What is expected – How do the lines below between the ones holding "M0 831 49 901 17 924 0 900Z" and "M961 251 972 293", inclusive, read? Give them again exactly, with no other lines.

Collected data
Start of Block
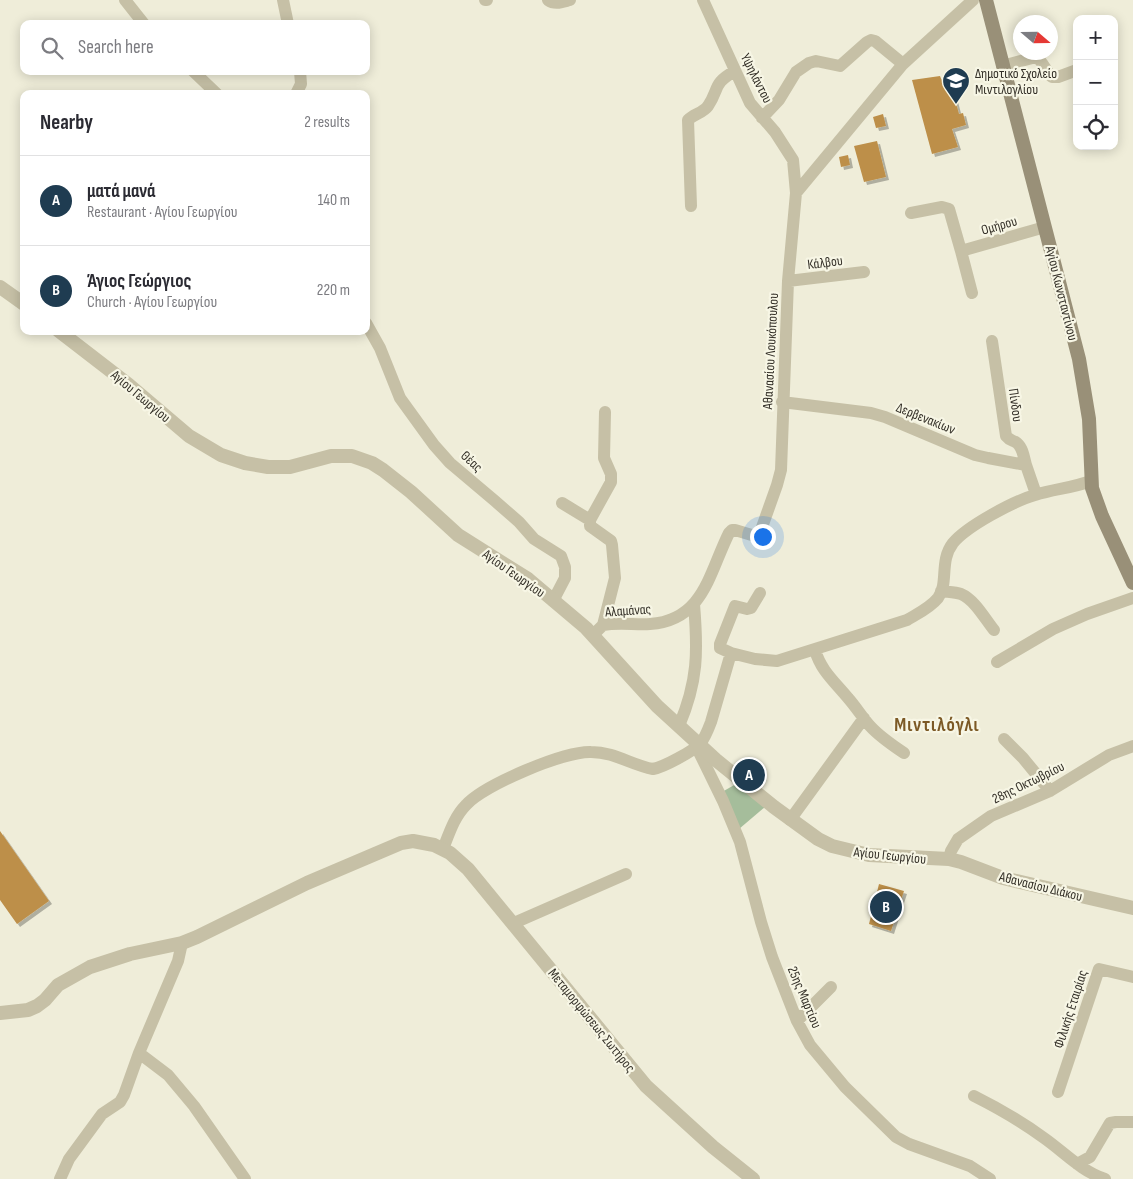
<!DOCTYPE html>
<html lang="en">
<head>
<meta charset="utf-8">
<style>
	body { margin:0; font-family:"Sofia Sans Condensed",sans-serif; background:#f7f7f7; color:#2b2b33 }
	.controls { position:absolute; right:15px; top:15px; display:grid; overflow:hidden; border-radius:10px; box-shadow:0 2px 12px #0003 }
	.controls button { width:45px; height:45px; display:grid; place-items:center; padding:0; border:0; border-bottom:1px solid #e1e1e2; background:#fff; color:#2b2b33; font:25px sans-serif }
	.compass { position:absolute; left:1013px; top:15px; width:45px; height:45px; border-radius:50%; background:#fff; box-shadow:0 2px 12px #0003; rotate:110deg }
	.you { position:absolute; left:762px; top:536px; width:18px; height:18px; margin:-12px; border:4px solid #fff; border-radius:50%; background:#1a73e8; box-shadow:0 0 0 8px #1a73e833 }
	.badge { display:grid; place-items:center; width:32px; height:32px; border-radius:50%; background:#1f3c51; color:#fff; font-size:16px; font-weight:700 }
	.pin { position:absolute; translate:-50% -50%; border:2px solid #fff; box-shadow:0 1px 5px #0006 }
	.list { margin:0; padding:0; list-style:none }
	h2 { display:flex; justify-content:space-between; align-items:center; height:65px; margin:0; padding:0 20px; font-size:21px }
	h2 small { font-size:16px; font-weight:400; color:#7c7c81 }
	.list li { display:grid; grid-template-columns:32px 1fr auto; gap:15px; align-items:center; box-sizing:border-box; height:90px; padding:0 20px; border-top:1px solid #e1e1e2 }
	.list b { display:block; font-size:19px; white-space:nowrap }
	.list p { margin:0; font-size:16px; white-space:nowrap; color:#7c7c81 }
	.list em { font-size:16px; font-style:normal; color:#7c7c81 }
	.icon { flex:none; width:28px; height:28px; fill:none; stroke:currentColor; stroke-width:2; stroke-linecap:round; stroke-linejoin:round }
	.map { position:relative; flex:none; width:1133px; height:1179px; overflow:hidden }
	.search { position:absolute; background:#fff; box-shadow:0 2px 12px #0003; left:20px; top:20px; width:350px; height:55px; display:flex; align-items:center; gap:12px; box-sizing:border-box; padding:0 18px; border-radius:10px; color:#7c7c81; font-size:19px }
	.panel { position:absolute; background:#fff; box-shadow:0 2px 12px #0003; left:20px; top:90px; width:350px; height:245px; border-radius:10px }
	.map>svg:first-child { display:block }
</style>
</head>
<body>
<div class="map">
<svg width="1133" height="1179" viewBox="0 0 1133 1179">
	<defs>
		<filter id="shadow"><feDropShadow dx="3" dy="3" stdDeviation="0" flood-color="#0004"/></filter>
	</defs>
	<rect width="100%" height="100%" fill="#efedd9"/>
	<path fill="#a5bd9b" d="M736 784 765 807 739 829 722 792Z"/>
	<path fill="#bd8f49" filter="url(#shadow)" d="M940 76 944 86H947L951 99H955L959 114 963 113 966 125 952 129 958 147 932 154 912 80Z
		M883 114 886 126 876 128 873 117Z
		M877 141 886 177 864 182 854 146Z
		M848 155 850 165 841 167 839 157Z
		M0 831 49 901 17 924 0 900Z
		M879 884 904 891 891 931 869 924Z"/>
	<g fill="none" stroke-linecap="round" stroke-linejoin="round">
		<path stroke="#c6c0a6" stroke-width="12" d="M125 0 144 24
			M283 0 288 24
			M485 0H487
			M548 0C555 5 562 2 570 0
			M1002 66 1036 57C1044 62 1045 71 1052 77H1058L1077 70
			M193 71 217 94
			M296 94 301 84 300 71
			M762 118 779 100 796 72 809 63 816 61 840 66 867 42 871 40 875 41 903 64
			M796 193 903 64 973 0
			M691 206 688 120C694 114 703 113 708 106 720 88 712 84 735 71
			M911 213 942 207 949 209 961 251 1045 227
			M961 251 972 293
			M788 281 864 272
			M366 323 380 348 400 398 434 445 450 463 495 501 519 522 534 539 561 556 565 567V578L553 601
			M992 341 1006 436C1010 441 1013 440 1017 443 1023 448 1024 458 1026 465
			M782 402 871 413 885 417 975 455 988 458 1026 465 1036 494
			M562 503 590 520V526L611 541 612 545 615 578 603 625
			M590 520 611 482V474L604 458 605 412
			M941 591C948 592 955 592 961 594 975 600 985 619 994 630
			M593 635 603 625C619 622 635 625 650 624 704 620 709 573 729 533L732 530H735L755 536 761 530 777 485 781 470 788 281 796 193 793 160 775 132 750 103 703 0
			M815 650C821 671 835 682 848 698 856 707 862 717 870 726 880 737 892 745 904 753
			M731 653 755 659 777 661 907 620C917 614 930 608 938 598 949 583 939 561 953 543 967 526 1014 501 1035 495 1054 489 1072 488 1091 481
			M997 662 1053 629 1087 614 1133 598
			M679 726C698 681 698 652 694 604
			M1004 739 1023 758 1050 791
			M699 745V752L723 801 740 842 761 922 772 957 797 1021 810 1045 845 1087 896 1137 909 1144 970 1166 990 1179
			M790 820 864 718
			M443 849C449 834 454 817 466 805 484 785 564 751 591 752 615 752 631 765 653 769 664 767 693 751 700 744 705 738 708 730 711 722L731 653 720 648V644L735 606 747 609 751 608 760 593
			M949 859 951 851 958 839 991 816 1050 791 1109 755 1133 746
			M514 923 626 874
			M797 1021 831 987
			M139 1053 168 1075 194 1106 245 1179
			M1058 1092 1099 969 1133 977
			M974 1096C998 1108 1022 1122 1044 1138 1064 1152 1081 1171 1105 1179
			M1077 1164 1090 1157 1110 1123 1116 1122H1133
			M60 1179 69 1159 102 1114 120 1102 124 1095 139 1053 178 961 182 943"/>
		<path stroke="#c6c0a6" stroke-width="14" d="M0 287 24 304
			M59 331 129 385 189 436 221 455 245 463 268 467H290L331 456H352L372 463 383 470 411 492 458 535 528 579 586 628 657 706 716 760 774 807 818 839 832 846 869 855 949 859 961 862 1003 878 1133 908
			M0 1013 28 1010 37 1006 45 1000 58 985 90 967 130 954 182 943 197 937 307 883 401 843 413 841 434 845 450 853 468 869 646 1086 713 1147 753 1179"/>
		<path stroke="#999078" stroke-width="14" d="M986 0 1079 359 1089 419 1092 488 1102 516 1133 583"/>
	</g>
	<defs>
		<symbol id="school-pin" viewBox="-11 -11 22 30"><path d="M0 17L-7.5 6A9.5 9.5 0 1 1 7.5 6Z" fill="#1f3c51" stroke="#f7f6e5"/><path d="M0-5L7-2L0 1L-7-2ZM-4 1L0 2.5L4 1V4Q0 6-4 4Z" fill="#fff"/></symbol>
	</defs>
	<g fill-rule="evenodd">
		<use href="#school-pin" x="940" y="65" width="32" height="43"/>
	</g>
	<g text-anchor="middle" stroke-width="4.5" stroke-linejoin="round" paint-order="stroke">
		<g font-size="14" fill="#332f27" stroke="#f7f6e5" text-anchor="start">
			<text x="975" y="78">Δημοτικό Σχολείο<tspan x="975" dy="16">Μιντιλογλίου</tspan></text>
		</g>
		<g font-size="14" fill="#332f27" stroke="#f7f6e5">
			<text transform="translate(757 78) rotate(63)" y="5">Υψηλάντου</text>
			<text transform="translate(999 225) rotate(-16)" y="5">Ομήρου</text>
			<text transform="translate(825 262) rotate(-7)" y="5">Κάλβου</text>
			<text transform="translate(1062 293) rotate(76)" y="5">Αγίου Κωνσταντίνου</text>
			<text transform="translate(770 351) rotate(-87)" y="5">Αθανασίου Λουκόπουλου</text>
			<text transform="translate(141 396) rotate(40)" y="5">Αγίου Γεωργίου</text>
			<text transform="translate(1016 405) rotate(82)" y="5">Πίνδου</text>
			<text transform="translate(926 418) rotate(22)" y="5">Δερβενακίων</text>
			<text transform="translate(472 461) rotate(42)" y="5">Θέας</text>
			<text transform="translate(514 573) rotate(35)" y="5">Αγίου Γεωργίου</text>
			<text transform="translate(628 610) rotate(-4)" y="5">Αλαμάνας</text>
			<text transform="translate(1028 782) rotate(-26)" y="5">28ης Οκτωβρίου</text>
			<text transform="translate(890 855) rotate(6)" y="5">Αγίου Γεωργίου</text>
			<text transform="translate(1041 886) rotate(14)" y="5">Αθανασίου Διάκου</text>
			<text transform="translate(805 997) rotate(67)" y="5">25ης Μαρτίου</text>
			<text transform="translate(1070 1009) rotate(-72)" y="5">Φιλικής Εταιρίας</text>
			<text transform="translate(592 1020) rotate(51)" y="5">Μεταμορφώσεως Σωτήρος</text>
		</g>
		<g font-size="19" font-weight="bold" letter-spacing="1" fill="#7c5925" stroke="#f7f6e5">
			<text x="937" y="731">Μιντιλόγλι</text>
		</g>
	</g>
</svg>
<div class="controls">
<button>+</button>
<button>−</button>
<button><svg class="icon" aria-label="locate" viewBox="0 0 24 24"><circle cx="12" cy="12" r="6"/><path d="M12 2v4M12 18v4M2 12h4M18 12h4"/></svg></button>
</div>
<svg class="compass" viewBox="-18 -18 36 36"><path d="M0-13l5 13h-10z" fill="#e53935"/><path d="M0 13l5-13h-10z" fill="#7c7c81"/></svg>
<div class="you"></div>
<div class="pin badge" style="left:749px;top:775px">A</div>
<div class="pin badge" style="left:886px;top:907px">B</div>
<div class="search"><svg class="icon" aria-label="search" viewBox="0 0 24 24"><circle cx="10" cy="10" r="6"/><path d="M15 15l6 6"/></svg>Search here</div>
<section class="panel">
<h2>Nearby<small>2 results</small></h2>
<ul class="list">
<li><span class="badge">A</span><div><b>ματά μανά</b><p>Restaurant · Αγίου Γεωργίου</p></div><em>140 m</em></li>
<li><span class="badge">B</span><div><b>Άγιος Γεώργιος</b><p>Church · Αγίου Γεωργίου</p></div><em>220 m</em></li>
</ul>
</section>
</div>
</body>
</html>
End of Block
Start of Block
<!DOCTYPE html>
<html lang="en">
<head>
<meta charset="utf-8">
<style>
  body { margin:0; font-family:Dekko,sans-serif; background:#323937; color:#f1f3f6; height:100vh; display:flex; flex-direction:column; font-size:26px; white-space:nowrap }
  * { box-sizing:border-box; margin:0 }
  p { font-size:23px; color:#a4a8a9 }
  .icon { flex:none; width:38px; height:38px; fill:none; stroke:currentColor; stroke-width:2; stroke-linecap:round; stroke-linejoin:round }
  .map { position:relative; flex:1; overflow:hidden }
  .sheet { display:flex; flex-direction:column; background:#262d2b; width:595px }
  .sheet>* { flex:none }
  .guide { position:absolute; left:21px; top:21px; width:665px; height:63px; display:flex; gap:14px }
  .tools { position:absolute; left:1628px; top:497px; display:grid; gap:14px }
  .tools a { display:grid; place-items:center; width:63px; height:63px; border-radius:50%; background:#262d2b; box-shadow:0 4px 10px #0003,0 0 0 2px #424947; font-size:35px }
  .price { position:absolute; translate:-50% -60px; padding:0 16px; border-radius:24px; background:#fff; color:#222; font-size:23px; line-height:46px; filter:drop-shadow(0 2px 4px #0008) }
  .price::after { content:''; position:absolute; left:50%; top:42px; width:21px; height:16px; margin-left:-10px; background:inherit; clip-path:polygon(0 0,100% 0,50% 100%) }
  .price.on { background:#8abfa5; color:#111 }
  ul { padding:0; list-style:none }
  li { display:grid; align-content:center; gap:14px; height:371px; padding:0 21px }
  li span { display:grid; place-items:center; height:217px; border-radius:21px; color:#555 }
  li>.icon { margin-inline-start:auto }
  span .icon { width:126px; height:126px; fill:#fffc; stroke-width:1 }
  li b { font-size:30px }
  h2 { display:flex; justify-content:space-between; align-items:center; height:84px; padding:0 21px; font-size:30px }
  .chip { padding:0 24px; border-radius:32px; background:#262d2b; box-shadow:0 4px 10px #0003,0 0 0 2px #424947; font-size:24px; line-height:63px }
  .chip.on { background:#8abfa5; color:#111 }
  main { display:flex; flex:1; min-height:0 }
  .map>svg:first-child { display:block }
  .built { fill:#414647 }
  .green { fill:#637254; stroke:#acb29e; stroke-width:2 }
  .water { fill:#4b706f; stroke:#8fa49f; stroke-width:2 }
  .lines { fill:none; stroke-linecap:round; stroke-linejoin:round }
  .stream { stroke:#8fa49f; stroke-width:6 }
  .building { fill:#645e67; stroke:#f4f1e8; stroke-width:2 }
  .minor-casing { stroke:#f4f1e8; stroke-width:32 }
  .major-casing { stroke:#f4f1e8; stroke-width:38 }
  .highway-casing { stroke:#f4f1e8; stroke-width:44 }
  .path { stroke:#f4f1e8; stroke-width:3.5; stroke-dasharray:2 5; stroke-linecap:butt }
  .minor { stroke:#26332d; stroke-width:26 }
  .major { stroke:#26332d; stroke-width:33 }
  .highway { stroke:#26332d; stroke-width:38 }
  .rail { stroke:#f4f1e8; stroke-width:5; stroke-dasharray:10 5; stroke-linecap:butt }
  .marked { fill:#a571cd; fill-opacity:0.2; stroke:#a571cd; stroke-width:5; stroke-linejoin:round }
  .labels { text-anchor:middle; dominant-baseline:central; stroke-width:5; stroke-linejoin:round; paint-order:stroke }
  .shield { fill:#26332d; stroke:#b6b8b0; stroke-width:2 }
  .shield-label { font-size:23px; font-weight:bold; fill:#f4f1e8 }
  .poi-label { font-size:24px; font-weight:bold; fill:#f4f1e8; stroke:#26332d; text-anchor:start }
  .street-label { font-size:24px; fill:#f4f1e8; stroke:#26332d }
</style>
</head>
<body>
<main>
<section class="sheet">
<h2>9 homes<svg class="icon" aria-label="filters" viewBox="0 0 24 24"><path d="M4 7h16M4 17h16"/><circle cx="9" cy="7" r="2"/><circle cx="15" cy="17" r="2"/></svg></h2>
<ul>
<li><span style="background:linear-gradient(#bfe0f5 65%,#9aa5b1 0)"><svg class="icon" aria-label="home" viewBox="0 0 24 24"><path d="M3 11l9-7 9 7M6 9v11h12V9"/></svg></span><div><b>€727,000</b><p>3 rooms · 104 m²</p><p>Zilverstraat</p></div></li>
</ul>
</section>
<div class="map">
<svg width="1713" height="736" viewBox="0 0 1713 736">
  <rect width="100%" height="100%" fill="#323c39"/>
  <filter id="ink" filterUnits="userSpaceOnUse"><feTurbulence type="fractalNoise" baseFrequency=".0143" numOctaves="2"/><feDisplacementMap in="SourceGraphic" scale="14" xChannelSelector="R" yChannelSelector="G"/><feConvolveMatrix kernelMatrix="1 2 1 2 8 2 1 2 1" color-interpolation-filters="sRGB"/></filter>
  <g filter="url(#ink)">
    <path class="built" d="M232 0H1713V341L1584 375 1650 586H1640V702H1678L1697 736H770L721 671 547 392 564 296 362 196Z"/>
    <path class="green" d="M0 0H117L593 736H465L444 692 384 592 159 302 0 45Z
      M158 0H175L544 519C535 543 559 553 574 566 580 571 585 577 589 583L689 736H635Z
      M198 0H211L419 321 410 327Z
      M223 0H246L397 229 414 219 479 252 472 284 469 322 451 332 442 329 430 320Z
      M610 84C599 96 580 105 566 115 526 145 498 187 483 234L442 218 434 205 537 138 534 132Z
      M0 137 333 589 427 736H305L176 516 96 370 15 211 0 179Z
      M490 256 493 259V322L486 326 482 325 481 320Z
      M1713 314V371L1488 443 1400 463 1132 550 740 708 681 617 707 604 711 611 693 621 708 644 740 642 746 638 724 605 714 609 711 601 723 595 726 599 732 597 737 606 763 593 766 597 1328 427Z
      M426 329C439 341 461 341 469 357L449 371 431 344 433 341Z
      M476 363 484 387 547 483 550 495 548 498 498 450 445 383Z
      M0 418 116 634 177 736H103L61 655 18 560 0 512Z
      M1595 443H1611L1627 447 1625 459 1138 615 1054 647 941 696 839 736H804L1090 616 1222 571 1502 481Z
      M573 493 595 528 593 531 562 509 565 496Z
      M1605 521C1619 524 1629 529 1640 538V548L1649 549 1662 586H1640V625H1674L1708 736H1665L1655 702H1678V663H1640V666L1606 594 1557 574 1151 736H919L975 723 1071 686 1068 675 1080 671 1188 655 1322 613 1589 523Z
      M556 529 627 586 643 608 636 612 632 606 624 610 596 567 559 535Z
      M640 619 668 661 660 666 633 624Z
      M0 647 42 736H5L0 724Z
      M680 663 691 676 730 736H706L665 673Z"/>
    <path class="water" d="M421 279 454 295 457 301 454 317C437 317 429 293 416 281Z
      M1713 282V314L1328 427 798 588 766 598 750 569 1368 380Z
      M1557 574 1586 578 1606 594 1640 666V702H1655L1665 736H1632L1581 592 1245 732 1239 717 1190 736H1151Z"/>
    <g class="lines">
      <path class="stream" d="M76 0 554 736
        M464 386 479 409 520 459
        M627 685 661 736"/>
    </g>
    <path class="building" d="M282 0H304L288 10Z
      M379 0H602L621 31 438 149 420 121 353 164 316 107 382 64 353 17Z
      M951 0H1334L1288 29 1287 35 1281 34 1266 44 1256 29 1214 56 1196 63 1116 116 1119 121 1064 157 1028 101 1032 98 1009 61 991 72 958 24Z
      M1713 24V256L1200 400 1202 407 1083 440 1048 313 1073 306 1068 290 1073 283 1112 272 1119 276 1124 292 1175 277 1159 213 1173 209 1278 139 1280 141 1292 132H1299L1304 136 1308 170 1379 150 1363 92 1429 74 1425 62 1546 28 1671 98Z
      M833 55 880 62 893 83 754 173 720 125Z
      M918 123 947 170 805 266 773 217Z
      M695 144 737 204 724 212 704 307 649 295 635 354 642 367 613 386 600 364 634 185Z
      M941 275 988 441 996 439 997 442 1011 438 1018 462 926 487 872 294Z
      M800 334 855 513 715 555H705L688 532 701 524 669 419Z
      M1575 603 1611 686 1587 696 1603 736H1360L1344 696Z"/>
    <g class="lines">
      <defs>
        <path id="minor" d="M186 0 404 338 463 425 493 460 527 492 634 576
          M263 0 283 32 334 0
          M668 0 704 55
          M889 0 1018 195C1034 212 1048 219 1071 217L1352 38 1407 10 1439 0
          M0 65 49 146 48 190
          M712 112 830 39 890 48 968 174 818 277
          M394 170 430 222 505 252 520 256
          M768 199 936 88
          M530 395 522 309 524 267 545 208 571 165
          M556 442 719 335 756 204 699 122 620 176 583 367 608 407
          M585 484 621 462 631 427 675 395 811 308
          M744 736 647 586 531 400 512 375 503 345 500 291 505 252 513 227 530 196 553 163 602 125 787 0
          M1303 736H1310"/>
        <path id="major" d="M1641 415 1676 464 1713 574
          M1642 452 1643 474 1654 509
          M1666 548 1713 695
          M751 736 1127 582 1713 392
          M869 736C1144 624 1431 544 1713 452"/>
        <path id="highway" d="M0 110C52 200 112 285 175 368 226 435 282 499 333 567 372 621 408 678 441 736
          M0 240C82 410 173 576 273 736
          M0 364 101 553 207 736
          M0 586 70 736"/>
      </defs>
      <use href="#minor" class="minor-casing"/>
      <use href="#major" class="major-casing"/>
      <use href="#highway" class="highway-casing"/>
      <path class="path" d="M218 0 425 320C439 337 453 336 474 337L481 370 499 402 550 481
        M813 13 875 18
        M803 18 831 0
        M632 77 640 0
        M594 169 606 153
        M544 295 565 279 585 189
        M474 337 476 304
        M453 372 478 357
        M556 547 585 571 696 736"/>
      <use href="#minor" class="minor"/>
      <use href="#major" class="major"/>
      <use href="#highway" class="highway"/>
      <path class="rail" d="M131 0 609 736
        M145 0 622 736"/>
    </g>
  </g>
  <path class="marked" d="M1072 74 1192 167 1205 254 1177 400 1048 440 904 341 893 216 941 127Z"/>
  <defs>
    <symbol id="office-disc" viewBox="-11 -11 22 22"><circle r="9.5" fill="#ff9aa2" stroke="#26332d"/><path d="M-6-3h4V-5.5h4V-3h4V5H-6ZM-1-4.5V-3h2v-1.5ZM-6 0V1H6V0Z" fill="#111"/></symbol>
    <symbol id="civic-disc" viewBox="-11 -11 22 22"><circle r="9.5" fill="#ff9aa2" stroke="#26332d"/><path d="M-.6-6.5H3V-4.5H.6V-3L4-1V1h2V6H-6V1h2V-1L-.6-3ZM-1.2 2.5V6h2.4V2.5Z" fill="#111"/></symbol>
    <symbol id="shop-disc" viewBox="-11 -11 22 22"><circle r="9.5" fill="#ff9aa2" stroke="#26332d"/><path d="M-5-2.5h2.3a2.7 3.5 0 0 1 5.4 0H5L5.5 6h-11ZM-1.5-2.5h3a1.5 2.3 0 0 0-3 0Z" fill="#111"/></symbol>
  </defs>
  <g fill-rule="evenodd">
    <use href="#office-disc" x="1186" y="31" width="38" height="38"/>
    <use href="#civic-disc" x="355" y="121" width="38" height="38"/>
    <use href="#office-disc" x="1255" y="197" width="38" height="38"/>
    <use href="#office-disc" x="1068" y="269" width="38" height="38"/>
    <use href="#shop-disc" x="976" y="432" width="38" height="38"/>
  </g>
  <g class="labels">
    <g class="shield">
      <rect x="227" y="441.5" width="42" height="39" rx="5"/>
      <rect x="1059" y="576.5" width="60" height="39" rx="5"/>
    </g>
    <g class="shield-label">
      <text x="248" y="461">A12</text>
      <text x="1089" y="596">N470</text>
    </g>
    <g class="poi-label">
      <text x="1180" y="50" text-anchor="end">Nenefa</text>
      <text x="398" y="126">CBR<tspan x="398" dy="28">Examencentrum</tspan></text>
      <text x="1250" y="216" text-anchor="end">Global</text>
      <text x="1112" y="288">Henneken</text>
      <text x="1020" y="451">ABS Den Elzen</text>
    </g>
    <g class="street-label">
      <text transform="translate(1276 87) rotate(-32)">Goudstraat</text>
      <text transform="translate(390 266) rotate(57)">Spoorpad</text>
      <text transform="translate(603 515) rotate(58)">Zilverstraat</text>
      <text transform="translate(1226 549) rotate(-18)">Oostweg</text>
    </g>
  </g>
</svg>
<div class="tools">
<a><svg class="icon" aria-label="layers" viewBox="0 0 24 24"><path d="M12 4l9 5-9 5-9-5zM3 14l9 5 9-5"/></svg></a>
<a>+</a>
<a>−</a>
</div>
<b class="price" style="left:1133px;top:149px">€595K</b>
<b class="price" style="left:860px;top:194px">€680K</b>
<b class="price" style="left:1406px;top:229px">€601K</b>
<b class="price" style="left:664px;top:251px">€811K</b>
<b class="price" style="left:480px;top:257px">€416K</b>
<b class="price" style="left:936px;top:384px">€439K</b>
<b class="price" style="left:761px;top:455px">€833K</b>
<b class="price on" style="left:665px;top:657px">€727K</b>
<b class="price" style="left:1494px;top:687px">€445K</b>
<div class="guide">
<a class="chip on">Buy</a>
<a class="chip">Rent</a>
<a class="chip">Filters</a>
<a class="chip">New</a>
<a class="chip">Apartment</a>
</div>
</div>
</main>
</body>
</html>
End of Block
Solution to this problem –
		M0 831 49 901 17 924 0 900Z
		M879 884 904 891 891 931 869 924Z"/>
	<g fill="none" stroke-linecap="round" stroke-linejoin="round">
		<path stroke="#c6c0a6" stroke-width="12" d="M125 0 144 24
			M283 0 288 24
			M485 0H487
			M548 0C555 5 562 2 570 0
			M1002 66 1036 57C1044 62 1045 71 1052 77H1058L1077 70
			M193 71 217 94
			M296 94 301 84 300 71
			M762 118 779 100 796 72 809 63 816 61 840 66 867 42 871 40 875 41 903 64
			M796 193 903 64 973 0
			M691 206 688 120C694 114 703 113 708 106 720 88 712 84 735 71
			M911 213 942 207 949 209 961 251 1045 227
			M961 251 972 293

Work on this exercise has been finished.